▸ **Try it**
Among the records below, find the lines that contain "Order" and copy each of them.

▸ **Data for this task**

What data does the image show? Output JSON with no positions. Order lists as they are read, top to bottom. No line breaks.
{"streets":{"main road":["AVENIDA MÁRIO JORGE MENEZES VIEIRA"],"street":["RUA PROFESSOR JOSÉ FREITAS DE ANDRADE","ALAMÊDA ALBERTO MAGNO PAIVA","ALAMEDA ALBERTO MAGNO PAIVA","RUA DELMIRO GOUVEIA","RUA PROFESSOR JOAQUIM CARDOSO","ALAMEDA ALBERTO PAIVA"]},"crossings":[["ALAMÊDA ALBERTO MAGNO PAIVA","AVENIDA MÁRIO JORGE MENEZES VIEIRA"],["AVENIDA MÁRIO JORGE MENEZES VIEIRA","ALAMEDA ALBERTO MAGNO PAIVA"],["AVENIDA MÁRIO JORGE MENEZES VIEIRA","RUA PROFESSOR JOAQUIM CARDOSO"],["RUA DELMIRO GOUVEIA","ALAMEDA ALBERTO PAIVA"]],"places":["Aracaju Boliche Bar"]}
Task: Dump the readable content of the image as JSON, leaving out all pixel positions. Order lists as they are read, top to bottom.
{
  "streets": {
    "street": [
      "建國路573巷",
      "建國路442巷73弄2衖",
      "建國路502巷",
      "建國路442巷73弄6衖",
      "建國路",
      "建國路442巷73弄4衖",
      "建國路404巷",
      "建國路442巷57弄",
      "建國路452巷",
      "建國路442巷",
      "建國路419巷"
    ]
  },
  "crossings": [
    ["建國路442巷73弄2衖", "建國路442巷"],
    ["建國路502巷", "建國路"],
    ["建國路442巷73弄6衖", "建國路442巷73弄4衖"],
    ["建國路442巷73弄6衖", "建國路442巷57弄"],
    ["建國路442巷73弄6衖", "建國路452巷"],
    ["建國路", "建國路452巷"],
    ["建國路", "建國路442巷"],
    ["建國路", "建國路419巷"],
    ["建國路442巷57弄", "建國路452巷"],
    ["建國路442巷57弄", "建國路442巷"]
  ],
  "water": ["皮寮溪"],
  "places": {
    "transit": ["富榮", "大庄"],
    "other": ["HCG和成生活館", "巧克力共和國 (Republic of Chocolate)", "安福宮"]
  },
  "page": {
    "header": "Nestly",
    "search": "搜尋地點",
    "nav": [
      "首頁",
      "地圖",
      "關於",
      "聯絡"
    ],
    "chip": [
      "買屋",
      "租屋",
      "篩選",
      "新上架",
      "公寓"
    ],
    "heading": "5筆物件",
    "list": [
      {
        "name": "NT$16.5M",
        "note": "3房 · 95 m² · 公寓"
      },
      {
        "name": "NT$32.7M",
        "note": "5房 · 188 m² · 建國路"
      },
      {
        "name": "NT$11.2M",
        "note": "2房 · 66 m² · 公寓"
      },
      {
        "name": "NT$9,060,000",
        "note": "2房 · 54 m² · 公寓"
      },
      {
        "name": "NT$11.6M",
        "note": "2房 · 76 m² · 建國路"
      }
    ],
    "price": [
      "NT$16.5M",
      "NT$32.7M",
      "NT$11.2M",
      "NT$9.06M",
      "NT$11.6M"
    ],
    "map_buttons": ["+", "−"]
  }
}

▸ **Response box**
What data does the image show? Output JSON with no positions. Order lists as they are read, top to bottom. No line breaks.
Task: Dump the readable content of the image as JSON, leaving out all pixel positions. Order lists as they are read, top to bottom.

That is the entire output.